====== Stored data ======

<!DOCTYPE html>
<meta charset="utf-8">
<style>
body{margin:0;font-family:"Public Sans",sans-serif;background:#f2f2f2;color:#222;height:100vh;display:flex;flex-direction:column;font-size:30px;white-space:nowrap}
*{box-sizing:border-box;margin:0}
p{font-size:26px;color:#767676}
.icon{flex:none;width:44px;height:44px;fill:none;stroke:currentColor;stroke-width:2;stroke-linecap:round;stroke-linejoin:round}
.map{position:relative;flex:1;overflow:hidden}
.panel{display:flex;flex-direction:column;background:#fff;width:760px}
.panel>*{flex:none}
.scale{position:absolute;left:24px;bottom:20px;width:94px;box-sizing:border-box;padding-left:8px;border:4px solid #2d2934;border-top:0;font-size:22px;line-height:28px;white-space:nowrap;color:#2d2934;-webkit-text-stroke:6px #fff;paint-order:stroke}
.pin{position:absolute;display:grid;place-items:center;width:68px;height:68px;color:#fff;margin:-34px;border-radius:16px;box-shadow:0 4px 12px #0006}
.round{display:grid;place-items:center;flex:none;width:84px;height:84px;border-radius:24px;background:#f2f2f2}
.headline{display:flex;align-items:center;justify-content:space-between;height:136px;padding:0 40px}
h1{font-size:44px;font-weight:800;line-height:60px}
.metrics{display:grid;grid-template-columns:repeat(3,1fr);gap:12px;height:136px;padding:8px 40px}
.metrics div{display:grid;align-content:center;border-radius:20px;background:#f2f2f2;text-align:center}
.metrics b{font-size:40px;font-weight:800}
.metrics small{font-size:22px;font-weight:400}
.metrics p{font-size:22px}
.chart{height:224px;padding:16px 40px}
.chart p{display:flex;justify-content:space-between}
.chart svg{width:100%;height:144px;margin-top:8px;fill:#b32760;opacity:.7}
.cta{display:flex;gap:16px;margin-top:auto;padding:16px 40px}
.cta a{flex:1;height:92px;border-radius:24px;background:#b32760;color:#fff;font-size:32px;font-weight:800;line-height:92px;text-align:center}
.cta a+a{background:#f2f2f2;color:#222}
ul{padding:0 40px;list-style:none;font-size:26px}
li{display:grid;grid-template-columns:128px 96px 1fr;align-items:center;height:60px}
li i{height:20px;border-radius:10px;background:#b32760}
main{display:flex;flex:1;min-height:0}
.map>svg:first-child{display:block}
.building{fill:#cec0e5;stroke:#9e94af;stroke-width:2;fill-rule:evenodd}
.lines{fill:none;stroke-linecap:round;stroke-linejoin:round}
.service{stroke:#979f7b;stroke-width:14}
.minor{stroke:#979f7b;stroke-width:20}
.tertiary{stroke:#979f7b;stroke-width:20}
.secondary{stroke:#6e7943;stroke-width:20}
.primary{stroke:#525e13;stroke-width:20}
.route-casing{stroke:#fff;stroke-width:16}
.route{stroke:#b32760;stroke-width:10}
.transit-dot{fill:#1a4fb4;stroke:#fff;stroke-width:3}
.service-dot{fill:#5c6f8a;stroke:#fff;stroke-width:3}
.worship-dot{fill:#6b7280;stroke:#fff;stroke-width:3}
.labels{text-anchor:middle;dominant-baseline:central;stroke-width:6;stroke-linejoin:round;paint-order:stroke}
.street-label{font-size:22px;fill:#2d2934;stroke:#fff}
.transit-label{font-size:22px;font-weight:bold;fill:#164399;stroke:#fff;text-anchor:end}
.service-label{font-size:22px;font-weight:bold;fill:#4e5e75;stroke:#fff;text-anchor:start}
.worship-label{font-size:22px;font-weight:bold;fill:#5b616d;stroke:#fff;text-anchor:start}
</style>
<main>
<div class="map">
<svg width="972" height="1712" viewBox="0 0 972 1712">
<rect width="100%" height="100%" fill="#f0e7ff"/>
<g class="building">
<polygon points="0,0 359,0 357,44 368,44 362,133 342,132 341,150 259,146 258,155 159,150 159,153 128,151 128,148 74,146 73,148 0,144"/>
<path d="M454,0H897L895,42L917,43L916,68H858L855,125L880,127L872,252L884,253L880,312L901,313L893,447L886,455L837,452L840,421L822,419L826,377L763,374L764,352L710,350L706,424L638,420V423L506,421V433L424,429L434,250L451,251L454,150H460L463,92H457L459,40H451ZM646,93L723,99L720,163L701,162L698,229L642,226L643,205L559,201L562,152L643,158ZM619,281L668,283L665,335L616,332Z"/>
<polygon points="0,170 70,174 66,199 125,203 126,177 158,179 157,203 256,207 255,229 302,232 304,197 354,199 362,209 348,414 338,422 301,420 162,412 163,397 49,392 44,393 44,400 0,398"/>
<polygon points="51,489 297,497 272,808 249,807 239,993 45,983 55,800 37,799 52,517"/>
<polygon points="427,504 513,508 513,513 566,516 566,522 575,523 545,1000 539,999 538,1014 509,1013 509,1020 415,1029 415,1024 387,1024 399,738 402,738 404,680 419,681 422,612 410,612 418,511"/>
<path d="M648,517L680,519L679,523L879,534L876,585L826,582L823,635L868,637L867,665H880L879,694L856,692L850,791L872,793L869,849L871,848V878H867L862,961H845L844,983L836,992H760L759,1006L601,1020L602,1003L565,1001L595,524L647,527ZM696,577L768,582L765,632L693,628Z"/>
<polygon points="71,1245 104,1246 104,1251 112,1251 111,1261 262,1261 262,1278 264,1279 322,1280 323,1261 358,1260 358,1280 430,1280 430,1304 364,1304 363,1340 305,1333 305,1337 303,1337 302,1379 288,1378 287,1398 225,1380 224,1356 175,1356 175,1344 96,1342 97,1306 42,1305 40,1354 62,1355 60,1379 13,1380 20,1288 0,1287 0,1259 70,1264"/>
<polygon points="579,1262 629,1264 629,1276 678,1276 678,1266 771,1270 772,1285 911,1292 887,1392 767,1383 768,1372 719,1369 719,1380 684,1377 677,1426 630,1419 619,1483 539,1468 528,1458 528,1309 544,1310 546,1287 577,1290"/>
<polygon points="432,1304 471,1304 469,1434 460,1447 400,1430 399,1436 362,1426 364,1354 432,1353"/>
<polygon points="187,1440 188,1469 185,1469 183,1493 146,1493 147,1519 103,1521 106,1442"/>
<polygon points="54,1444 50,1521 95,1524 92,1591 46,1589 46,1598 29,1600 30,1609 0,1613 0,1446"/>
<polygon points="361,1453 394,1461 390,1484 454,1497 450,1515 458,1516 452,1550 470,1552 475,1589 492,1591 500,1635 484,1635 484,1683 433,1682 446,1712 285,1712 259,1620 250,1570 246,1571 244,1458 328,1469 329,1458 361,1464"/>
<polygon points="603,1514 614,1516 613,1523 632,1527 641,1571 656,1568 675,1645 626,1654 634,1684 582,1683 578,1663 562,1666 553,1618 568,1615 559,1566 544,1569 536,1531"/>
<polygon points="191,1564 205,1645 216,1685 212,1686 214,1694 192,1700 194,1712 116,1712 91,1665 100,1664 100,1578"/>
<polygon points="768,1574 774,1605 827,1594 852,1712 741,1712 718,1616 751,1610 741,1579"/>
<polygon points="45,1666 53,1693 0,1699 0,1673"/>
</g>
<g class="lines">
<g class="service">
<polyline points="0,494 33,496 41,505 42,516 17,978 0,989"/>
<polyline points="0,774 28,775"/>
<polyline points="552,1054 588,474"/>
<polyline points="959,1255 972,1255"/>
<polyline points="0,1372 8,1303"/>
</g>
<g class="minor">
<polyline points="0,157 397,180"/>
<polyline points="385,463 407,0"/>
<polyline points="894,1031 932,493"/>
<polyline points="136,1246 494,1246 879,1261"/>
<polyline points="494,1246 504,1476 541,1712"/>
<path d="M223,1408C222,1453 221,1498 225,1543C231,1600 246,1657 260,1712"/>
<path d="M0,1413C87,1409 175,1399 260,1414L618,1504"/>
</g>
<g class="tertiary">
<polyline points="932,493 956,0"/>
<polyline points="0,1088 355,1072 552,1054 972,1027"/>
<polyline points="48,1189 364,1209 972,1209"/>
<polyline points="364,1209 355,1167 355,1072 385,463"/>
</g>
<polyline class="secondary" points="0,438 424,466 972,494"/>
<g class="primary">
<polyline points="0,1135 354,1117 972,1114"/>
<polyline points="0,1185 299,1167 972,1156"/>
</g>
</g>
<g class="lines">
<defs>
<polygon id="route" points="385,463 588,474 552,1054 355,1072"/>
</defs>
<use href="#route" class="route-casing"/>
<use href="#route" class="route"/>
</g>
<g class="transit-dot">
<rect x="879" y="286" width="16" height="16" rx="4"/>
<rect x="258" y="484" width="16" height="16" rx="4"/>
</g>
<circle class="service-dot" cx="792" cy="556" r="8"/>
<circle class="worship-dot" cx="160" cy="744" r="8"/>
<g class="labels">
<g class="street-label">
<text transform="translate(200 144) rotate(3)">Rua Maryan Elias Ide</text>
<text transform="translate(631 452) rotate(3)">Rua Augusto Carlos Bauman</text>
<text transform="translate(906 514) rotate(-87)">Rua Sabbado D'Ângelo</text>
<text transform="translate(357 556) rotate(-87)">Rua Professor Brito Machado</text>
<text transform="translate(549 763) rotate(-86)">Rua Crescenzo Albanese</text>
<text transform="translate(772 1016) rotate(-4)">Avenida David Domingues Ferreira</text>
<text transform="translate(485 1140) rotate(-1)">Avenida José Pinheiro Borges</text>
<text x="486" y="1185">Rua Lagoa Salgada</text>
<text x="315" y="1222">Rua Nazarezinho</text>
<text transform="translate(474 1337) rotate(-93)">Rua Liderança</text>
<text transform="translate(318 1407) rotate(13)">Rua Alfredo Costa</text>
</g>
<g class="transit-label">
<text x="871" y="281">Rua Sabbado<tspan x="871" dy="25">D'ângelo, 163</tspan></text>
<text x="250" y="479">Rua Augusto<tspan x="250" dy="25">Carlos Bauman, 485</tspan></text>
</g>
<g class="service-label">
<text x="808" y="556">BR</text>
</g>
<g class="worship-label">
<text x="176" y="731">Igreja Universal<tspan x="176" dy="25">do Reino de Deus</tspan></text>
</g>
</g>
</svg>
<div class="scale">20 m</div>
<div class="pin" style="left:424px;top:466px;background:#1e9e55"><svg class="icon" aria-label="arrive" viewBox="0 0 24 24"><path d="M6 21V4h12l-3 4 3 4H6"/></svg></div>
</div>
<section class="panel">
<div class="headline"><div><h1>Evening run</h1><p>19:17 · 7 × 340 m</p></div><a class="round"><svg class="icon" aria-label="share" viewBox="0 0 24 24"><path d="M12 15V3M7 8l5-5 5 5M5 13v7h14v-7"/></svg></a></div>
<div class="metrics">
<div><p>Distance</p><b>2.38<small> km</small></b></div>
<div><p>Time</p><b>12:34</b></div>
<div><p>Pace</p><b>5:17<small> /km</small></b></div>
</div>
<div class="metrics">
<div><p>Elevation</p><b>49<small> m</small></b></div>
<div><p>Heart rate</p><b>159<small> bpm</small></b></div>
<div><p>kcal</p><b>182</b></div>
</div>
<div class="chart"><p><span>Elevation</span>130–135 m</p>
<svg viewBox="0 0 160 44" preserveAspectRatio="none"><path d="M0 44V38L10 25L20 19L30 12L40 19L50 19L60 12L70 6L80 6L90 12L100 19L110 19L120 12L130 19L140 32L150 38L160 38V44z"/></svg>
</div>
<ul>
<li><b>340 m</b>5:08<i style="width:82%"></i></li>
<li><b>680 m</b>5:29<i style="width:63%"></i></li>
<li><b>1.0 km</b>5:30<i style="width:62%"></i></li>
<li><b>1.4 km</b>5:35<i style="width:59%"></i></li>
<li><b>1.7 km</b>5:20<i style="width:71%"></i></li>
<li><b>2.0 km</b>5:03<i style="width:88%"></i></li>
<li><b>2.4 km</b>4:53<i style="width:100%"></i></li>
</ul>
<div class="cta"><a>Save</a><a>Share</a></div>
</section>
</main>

======

• About this exercise: Using the listing above, tally how many lines include the word "linecap". Write only the number.

• Expected answer: 2